In this article, we focus on the consumer need for escapism – something which has exploded in recent years. We explore why consumer expectations of brand experiences which liberate us from the everyday have increased in importance recently, and how they’ve been shaped by various events and macro forces.

 

2014 – 2015: RETURN TO THE SENSES 

In our excitement to devour the latest tech advancements in the early 2010’s, by 2014 many lived in a world cluttered with technology. Connecting with others became mediated by screens, and sensory engagement with the environment around us seemed increasingly engineered out. It wasn’t that we wanted ‘out’ of our new dependency, but it heightened awareness of an element that was missing: wholly experiencing something real.

Backlash against a life behind technology created a need to escape the day to day grind – to stop, look up and take a breath. Offline, consumers desired a real sensory explosion, things to see, smell and touch, to experience something real, to reconnect with nature and the real world around them. Soon, participants were lining up to throw themselves at Tough Mudder’s mud-soaked obstacle course, or better savour food by dining in complete darkness at London’s Dans Le Noir. Brands responded with countless concepts that offered consumers something special in the real world, enabling them to escape technology and make use of their senses.

 

2016: TOTAL IMMERSION

By 2016, we were living even more of our lives through our smartphones, straddling the online and offline world, not fully engaged with either. But technology had learnt to be sensory too, and suddenly we no longer had to choose either or. Binge-watching Netflix enabled us to loose ourselves in the worlds of our favourite characters, while Philips Hue lights, Pokémon Go, and virtual reality impelled us to play with, and escape into, personal environments.

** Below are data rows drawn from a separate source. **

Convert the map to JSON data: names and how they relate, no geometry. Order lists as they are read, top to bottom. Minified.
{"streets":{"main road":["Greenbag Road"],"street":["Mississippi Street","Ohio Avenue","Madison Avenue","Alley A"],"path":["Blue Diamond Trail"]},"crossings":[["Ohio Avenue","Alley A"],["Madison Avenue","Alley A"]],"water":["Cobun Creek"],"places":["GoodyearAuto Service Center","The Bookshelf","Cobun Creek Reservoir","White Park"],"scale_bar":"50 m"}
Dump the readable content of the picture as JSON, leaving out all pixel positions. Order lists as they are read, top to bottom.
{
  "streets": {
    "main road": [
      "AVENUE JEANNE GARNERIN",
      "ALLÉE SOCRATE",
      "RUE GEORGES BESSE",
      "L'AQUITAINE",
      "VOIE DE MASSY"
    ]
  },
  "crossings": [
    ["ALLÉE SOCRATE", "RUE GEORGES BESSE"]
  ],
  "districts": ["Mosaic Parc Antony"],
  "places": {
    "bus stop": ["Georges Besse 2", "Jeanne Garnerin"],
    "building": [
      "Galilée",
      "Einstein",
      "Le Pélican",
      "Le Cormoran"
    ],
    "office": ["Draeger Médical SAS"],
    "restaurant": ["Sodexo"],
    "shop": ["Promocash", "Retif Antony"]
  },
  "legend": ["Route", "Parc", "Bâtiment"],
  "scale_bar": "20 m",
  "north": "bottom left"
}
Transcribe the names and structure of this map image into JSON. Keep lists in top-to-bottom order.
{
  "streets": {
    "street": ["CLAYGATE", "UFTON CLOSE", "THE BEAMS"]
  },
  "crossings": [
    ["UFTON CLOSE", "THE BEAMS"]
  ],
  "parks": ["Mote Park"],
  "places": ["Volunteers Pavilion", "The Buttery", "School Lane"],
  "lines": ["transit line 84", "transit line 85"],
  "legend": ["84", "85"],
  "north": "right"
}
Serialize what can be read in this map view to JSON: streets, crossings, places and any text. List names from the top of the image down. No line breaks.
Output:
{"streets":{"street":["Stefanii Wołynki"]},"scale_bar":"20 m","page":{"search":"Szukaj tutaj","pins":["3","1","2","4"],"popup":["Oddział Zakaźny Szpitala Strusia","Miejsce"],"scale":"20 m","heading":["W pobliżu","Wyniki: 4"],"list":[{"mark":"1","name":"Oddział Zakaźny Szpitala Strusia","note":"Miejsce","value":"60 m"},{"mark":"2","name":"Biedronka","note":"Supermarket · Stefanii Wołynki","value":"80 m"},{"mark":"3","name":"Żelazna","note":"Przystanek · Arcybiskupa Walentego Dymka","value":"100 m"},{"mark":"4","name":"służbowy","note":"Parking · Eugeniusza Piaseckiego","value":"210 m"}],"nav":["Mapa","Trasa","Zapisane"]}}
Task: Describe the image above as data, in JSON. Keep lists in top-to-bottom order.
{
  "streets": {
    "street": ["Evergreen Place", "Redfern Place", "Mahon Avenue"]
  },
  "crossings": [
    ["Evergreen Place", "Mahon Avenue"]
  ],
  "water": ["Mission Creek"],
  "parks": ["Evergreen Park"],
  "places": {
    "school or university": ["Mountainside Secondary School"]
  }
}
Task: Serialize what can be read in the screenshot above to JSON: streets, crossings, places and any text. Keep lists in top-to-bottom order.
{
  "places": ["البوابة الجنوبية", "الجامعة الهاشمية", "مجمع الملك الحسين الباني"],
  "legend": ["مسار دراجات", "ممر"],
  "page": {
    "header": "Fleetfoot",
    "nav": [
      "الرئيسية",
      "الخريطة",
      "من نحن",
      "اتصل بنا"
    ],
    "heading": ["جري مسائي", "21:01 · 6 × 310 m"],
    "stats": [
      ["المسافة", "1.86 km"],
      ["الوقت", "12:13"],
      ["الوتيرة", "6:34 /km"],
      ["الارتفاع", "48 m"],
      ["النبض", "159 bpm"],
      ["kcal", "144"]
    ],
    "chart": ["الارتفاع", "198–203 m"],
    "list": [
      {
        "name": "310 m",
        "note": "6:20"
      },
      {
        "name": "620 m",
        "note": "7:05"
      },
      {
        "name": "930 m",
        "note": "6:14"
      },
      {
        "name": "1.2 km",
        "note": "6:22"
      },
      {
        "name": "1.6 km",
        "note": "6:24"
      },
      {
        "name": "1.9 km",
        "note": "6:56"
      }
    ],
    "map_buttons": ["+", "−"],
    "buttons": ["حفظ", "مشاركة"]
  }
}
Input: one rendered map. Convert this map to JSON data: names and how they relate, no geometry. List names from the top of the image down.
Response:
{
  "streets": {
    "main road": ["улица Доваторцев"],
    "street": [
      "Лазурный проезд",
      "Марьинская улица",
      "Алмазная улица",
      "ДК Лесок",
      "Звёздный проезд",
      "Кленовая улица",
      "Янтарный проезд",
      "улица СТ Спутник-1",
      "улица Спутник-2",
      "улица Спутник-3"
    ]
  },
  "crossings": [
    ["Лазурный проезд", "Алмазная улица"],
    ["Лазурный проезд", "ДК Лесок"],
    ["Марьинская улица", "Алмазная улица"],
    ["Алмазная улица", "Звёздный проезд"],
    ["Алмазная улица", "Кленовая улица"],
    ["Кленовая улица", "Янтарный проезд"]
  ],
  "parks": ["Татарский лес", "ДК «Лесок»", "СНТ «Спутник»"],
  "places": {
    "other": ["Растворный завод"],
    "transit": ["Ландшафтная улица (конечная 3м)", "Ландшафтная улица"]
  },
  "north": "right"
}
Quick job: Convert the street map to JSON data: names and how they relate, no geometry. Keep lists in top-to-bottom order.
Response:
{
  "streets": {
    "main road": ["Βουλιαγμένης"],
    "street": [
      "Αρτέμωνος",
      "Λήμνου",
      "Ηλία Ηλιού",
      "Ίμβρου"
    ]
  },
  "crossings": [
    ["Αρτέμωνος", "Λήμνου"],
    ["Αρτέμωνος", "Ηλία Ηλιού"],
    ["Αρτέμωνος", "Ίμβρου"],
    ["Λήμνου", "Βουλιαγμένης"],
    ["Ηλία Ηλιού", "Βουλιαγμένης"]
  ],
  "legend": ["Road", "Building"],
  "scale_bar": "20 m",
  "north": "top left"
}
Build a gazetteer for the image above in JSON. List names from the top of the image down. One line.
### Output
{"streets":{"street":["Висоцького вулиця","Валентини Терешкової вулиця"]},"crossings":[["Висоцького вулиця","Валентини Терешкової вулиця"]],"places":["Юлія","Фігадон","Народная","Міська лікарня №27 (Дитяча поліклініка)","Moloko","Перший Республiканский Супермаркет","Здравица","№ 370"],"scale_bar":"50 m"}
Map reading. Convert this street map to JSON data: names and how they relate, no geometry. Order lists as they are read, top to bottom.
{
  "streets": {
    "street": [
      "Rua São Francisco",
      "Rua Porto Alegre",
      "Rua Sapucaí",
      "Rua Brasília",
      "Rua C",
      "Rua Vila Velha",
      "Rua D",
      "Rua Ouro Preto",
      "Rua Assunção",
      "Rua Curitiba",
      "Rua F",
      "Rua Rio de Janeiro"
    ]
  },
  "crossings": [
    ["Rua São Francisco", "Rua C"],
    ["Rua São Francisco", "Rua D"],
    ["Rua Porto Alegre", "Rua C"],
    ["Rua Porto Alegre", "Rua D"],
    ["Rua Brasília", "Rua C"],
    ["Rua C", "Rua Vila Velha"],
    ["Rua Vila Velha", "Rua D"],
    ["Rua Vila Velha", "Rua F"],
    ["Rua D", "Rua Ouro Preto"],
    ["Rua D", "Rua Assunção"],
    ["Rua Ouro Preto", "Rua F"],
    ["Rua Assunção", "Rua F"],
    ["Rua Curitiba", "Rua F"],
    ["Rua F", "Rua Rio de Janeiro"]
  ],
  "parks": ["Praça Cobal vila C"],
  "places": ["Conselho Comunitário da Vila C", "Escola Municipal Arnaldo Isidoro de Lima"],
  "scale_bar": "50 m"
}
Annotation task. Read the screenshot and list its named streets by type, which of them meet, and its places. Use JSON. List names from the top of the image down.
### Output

With growing recognition that experiences make us happier than things, consumers sought escapism, adventure and stories to share. At the same time we became more mindful to live in the moment. With more money in our pockets and an emphasis on doing not owning, we refocussed our energy on the quality of time spent. Escape room adventures captivated rising numbers of players, Secret cinema fused film, music, art, theatre, and dance into immersive experiences, while tech giant Samsung tore up the retail rule book, replacing stores with a ‘digital playground’.

Escapism could be found online or offline, via digitally enabled fantasy or in the completely natural – it was the quality and novelty that became truly important.

 

2017: BEYOND REALITY 

Come 2017, we’re more comfortable with the increasing role of tech in our lives. We have learnt how to better manage its encroach and have tools to help us. The concern is now coming from the messiness of the outside world – global terrorism and the refugee and migrant crisis, ever-declining trust in institutions and brands, and a question mark over Europe has created fear for the future.

Whichever side of the political fence we sit we’re living in a testing political and societal climate, and the need for escapism has come to the fore. Whether for distraction, entertainment or complete escape, many of us are looking far beyond reality.

Dystopian novels are back on best sellers’ lists – perhaps an outlet for consumers to explore fears and concerns to the extreme. Netflix’s Stranger Things and Black Mirror are further examples of consumers fascinated by dark, fearful worlds.

But hope also exists in equal measure. In a post-truth world many early adopters are reaching out to the knowingly unexplainable in search of ‘something to believe in’. Spirituality is on the rise, played out via a ‘third-wave of New Age’ of crystals, witchery, sound baths, and… unicorn snot. Fashion and beauty have been big players in the conception of this trend, tapping into the desire for playful remedies, mindfulness and futurism.

Speaking to our Illume Network (our community of leading-edge consumers), it seems consumers are striving to both break free and withdraw from the insecurity of the everyday. There are opportunities for brands that can tap into our inherent need for hope, conjuring up occasions for escapism, or helping us to create havens in which to retreat.